DALLAS—Southwest Dispatch, an independently owned, UL-listed wholesale central station based here since its inception in 1989, has slowly been taking a bold and green step, utilizing a new, internal document management solution to attempt to go completely paperless. They’re about 80 percent there, after starting the program a year-and-one-half ago, said Ty Davis, vice president of operations at Southwest. Is the move really all about saving trees or is there a good business reason to ditch the fax machine and copier and go digital?

“It was definitely going green a little bit. It did look like we were just killing trees. We were receiving something electronic and then printing it out it out, and then scanning it back into electronic format and shredding the print. We were doing that for years,” Davis said with a laugh. “Probably the thing that we see the most is the savings on paper we’re not using any more. Where we were probably averaging 45,000 documents printed out a quarter, we’re probably down to maybe 1,000 now.” Davis noted that concurrent with the decrease in quarterly pages printed also came the ability to cancel Southwest’s regular printer maintenance contract.

Another consideration is privacy and compliance with new FTC rules for identity theft protection that will become effective June 1, 2010. According to Davis, less paper means less chance of sensitive information being surreptitiously appropriated for illegitimate uses by identity thieves. “Part of my issue was that paper is too easy to lose. There were no security measures on paper as far as an operator could ball up a piece of paper and throw it away,” Davis said. “We’re putting everything into this system, such as personnel files, old timecards, everything.”
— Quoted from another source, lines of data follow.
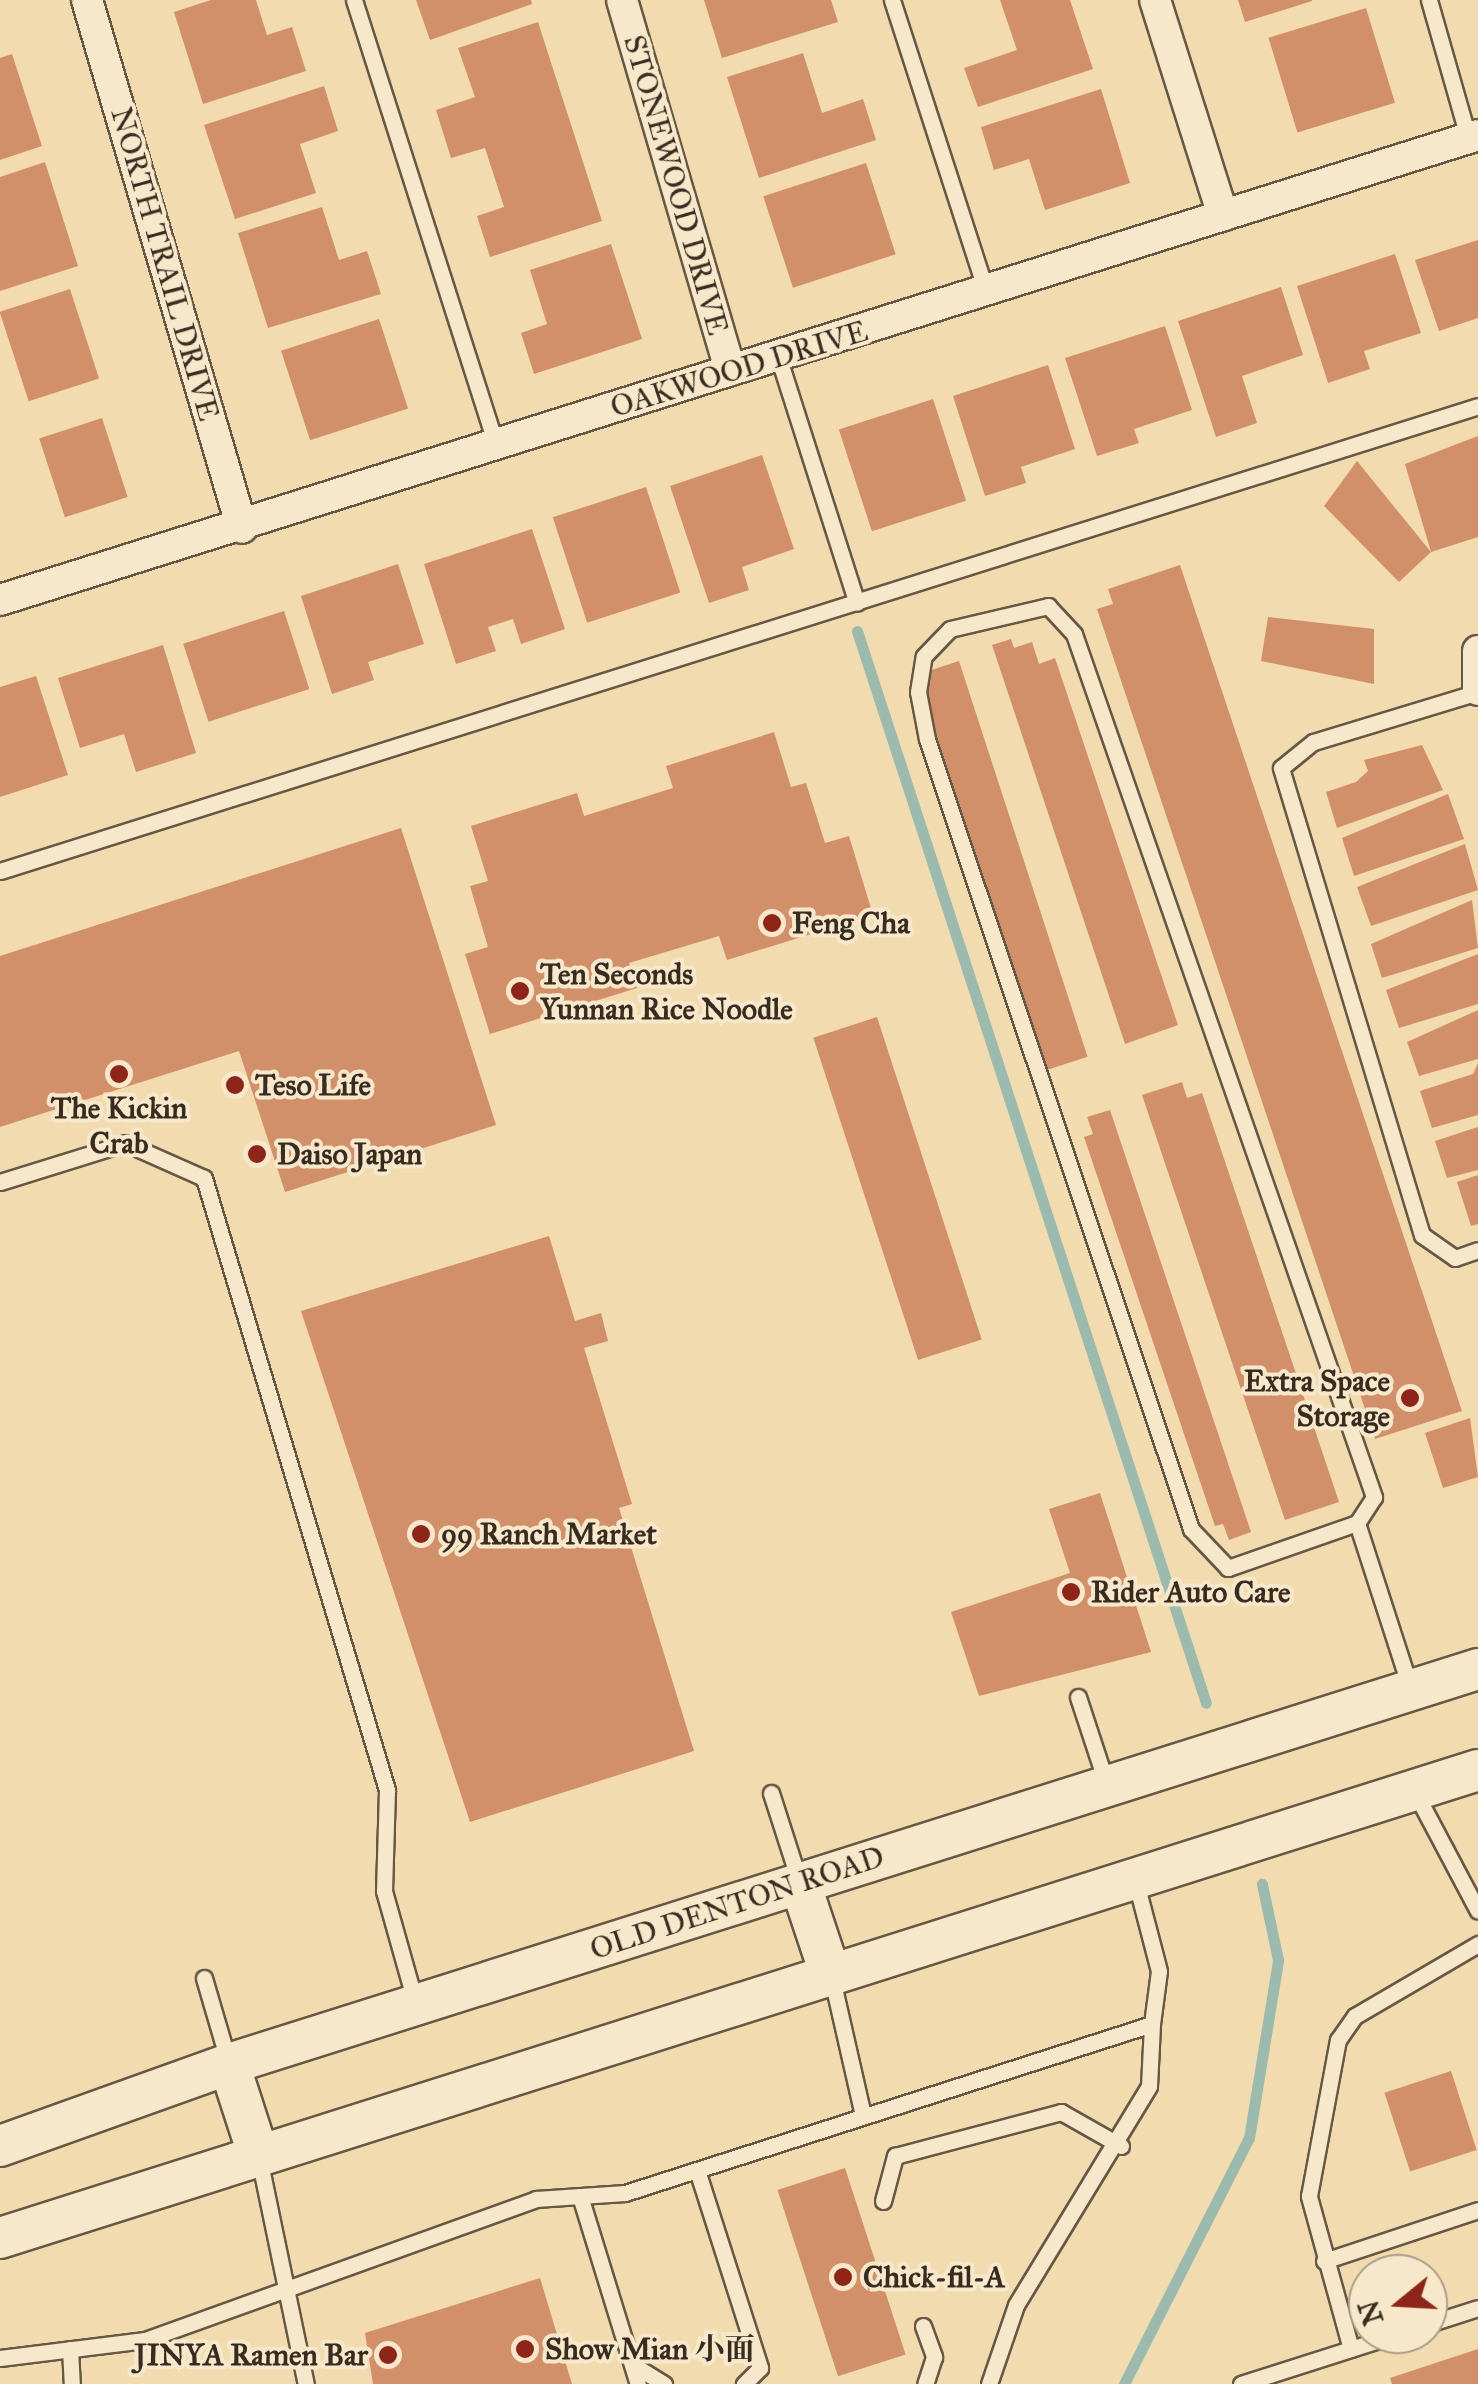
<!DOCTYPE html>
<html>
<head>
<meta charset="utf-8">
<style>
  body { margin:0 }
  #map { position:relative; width:1478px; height:2384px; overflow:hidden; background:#f2dbaf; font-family:"IM FELL Great Primer","Noto Serif SC",serif }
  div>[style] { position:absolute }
  .stream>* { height:11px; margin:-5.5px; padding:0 5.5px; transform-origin:5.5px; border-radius:5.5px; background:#9bbbaf }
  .building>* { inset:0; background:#d2906a; transform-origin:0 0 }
  .roads { filter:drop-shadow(2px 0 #665844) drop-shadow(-2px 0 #665844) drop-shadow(0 2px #665844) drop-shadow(0 -2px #665844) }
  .service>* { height:15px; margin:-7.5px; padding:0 7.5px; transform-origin:7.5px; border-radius:7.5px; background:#f7e8cb }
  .minor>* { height:30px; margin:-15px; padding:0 15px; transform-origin:15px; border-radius:15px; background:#f7e8cb }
  .secondary>* { height:40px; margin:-20px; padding:0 20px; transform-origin:20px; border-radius:20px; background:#f7e8cb }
  .dots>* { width:28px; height:28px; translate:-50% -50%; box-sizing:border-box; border:5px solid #f7e8cb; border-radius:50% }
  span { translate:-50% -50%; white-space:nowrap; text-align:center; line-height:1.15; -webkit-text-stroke:8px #f7e8cb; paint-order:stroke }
  .street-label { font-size:30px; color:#382c20 }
  .poi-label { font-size:30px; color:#382c20; font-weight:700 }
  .left { translate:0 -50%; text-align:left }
  .right { translate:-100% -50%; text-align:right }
  .north { position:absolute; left:1348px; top:2254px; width:100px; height:100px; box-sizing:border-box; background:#f7e8cb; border:2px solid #ab9d87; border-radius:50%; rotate:252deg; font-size:28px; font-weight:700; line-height:40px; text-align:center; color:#382c20 }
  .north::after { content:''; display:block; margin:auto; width:35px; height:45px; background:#8f2418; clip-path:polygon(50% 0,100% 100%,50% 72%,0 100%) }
</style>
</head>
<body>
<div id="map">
  <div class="stream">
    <div style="left:857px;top:631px;width:1127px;rotate:71.97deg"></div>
    <div style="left:1124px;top:2384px;width:276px;rotate:-63.1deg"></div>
    <div style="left:1249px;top:2138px;width:180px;rotate:-80.7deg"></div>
    <div style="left:1278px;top:1960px;width:78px;rotate:-101.9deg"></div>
  </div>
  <div class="building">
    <div style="clip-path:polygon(211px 0,256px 0,267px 35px,292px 27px,306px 71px,203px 104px,174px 12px)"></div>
    <div style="clip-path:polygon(416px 0,531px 0,532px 4px,430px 40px)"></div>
    <div style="clip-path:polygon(704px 0,831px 0,838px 22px,722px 58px)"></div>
    <div style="clip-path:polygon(1000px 0,1070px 0,1093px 69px,978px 107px,964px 68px,1017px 50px)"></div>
    <div style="clip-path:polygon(1238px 0,1312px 0,1312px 1px,1245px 22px)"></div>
    <div style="left:1366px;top:8px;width:99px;height:102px;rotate:73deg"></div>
    <div style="clip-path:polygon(538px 22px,602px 221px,490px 257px,477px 216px,504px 207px,485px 148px,451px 158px,436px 110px,475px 97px,458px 48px)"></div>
    <div style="clip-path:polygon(803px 53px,822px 113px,863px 99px,876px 140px,759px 178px,727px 77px)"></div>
    <div style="clip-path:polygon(12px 54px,42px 146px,0 160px,0 58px)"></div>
    <div style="clip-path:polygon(324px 86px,338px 131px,300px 144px,316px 193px,235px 219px,204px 125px)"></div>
    <div style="clip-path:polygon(1101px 89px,1130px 183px,1045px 210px,1029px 159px,994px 170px,981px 127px)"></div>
    <div style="clip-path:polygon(45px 162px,78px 266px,0 291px,0 177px)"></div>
    <div style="left:866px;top:163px;width:96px;height:108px;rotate:72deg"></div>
    <div style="clip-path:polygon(322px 207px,339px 260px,367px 251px,381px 294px,268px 328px,238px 233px)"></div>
    <div style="clip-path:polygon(1478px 240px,1478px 318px,1439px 331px,1415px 260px)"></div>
    <div style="clip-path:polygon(611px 244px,642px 339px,534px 374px,521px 333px,547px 324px,530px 270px)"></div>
    <div style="clip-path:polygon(1395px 254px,1421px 333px,1364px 351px,1370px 369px,1328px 383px,1297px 286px)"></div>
    <div style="clip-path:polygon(1281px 287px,1303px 355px,1242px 376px,1257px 423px,1216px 437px,1178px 321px)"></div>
    <div style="left:70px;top:289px;width:94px;height:74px;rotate:72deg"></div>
    <div style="left:379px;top:319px;width:94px;height:103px;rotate:72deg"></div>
    <div style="clip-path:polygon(1165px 326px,1192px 410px,1134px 429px,1139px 443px,1097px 456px,1065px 358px)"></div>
    <div style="clip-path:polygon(1048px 365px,1075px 449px,1021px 467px,1026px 483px,985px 496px,953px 396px)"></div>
    <div style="left:933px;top:399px;width:107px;height:99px;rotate:72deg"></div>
    <div style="left:102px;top:418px;width:83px;height:66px;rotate:72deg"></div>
    <div style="clip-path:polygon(1478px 436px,1478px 537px,1431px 552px,1405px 464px)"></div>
    <div style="clip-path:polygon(762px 455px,794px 549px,742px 567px,749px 590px,709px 603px,670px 486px)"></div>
    <div style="clip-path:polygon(1357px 461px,1431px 552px,1399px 582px,1324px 506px)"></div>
    <div style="left:646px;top:487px;width:111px;height:98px;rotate:72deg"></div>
    <div style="clip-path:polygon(532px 529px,565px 629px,521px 644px,513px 619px,488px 627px,496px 651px,456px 664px,424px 564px)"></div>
    <div style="clip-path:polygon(398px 564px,424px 644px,368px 662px,374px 680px,332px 694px,301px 596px)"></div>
    <div style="clip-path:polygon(1180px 565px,1462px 1411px,1375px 1439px,1097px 609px,1113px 604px,1108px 589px)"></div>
    <div style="left:284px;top:611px;width:82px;height:106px;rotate:72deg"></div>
    <div style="clip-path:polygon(1268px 617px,1374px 629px,1374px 684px,1261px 661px)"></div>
    <div style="clip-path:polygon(1011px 639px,1014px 648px,1032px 642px,1039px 664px,1055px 658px,1178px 1025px,1125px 1044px,992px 645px)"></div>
    <div style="clip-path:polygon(163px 645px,196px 753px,136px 772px,124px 734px,80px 748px,58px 678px)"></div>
    <div style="left:959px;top:661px;width:416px;height:47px;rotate:72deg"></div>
    <div style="clip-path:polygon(36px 676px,68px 775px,0 797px,0 687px)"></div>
    <div style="clip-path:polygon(774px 732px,791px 787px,806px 783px,825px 843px,849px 836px,873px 915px,727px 960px,719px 936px,629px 963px,637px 988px,490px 1034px,465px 954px,488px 947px,470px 886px,488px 881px,471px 826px,577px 793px,584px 816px,673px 788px,666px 766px)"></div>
    <div style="clip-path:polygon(1422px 745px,1443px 790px,1337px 828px,1326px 792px,1356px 782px,1368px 771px,1364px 760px)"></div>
    <div style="clip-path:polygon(1448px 794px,1464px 839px,1354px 876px,1342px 838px)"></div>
    <div style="clip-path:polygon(401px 828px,496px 1125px,285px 1192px,239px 1051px,0 1127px,0 956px)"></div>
    <div style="clip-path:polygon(1465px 844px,1478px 890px,1371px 926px,1357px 887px)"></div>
    <div style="clip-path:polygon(1472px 900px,1478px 948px,1382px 978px,1371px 944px)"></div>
    <div style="clip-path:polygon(1478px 954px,1478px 1004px,1399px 1028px,1386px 990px)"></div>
    <div style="clip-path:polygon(1478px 1010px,1478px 1059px,1419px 1076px,1407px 1042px)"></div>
    <div style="left:877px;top:1017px;width:339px;height:67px;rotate:72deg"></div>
    <div style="clip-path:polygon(1478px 1063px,1478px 1115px,1432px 1128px,1420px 1091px,1473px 1074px)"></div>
    <div style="clip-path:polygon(1182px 1082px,1187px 1098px,1202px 1093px,1339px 1502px,1285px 1520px,1142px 1095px)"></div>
    <div style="clip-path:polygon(1110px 1110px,1251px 1532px,1229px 1540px,1223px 1524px,1215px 1526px,1084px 1137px,1093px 1134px,1087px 1117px)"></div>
    <div style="clip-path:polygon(1478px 1127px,1478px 1170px,1447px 1178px,1435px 1141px)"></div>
    <div style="clip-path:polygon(1478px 1175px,1478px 1224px,1471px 1226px,1457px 1182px)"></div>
    <div style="clip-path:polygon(549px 1236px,575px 1321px,601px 1313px,608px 1341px,584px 1348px,632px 1504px,619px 1508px,694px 1751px,470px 1822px,301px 1311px)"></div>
    <div style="clip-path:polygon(1470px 1418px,1478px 1477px,1443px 1488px,1425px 1433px)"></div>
    <div style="clip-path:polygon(1100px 1493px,1151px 1652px,979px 1696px,951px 1612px,1070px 1573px,1049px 1509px)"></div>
    <div style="left:1451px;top:2071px;width:83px;height:70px;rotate:72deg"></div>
    <div style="left:845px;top:2168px;width:196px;height:71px;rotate:72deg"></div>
    <div style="clip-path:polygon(540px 2278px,572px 2384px,373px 2384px,365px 2333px)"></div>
    <div style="clip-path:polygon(1478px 2349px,1478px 2384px,1392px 2384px,1390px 2378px)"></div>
  </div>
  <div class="roads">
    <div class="service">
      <div style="left:354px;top:0;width:467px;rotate:72.3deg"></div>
      <div style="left:892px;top:0;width:306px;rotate:72.1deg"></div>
      <div style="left:1429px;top:0;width:142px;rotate:74.1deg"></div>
      <div style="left:778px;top:356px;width:259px;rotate:72.3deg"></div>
      <div style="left:1478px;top:692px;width:172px;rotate:163.1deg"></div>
      <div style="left:1313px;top:742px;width:41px;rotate:140.9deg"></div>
      <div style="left:1281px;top:768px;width:488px;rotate:73.2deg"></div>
      <div style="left:1422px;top:1235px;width:40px;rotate:34.9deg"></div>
      <div style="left:1455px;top:1258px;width:24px;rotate:-19deg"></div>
      <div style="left:0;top:871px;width:1549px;rotate:-17.46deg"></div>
      <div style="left:0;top:1182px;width:131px;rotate:-17.3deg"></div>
      <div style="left:125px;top:1143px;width:86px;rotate:23.9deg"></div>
      <div style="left:204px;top:1178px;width:639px;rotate:73.35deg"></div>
      <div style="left:387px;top:1790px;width:101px;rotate:91.7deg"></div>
      <div style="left:384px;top:1891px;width:114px;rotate:74.3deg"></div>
      <div style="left:1357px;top:1523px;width:137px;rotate:160.8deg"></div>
      <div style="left:1228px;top:1568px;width:54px;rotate:-133.5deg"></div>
      <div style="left:1191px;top:1529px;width:833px;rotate:-108.48deg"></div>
      <div style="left:927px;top:739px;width:48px;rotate:-100.8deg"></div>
      <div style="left:918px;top:692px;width:36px;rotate:-81deg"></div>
      <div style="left:924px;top:656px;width:37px;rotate:-46deg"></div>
      <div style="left:950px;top:629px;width:101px;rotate:-13.2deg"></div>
      <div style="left:1048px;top:606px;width:38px;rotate:47deg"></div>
      <div style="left:1074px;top:634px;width:914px;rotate:70.83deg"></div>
      <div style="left:1374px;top:1497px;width:31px;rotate:123deg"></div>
      <div style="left:1357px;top:1523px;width:176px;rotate:72.1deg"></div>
      <div style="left:1078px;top:1697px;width:93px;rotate:71.8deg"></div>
      <div style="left:771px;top:1793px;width:91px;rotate:72.2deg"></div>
      <div style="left:1416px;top:1794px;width:132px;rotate:62.1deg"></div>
      <div style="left:204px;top:1978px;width:85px;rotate:73.7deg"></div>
      <div style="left:832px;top:1979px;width:140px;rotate:77.2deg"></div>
      <div style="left:259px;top:2158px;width:231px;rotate:78.3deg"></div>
      <div style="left:697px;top:2170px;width:208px;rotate:72.3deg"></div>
      <div style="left:760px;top:2368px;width:23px;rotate:135deg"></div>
      <div style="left:580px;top:2196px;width:197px;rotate:72.9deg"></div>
      <div style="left:883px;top:2201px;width:47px;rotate:-75.1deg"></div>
      <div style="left:895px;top:2156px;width:172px;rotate:-14.8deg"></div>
      <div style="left:1061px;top:2112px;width:69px;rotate:29.5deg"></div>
      <div style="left:1324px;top:2261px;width:162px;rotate:-18.3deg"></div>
      <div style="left:1428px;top:2324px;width:52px;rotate:-17.7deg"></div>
      <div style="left:923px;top:2326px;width:33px;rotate:70deg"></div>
      <div style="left:934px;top:2357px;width:28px;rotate:108deg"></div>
      <div style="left:70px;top:2349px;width:35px;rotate:87deg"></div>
      <div style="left:1351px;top:2349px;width:159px;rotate:-105.4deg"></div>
      <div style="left:1309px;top:2196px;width:159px;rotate:-79.5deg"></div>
      <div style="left:1338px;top:2040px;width:29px;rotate:-55deg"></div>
      <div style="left:1355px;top:2016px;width:143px;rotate:-30.3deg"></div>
      <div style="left:0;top:2358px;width:146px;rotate:-7.1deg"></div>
      <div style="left:145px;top:2340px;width:416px;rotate:-19.8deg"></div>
      <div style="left:536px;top:2199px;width:89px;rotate:-3.9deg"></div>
      <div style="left:625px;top:2193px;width:553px;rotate:-17.78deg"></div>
      <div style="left:1152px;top:2024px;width:53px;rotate:-82.5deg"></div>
      <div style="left:1159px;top:1971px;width:95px;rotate:-104.6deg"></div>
      <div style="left:632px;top:2364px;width:38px;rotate:32deg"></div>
      <div style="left:989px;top:2384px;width:83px;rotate:-71.1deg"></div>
      <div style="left:1016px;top:2305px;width:256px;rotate:-58.7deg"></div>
      <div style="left:1149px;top:2086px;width:62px;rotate:-87.2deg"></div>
      <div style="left:1241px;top:2384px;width:165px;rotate:-17.7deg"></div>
    </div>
    <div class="minor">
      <div style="left:87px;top:0;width:550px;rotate:73.64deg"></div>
      <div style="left:622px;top:0;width:385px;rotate:73.7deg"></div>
      <div style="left:1155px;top:0;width:226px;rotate:72.5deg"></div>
      <div style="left:0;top:600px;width:1549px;rotate:-17.46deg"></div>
      <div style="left:1478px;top:651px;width:39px;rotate:90deg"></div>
    </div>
    <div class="secondary">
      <div style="left:800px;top:1883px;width:98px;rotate:71.6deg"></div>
      <div style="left:229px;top:2064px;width:95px;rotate:72.1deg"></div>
      <div style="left:0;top:2146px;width:243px;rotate:-19.7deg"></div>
      <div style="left:229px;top:2064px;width:1310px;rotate:-17.55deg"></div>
      <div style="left:0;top:2238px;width:1550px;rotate:-17.57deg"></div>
    </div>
  </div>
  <div class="dots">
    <div style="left:772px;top:923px;background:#8f2418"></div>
    <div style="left:520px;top:991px;background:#8f2418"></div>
    <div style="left:119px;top:1074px;background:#8f2418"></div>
    <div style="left:235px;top:1085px;background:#8f2418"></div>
    <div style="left:257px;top:1154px;background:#8f2418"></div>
    <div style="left:1410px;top:1398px;background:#8f2418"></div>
    <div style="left:421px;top:1534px;background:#8f2418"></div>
    <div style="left:1071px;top:1592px;background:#8f2418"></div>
    <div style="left:843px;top:2277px;background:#8f2418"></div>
    <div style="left:525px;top:2349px;background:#8f2418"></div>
    <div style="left:388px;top:2355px;background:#8f2418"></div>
  </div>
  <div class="street-label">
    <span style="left:676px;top:185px;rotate:74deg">STONEWOOD DRIVE</span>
    <span style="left:165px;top:264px;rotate:74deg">NORTH TRAIL DRIVE</span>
    <span style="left:739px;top:369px;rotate:-17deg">OAKWOOD DRIVE</span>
    <span style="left:737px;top:1903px;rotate:-18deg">OLD DENTON ROAD</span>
  </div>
  <div class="poi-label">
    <span class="left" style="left:792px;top:923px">Feng Cha</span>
    <span class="left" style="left:540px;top:991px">Ten Seconds<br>Yunnan Rice Noodle</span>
    <span class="left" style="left:255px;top:1085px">Teso Life</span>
    <span style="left:119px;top:1125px">The Kickin<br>Crab</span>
    <span class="left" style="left:277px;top:1154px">Daiso Japan</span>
    <span class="right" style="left:1390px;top:1398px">Extra Space<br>Storage</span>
    <span class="left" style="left:441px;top:1534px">99 Ranch Market</span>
    <span class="left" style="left:1091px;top:1592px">Rider Auto Care</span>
    <span class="left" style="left:863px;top:2277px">Chick-fil-A</span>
    <span class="left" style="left:545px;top:2349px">Show Mian 小面</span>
    <span class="right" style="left:368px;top:2355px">JINYA Ramen Bar</span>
  </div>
  <div class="north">N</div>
</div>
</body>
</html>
Davis said in the end, going green and making a good business decision were one and the same. In addition to the savings in paper, toner, and service contracts there were also billable-employee hours saved. “I was able to reallocate some staff that were just doing scanning. Those 45,000 documents weren’t there every quarter any more,” Davis said. “Dealers and end users might not notice anything, but we sure do. When I’m able to reallocate staff time to other departments, everything becomes more efficient and there’s a real payoff. You may not be able to put an exact dollar amount on it, but the quality of work goes up.”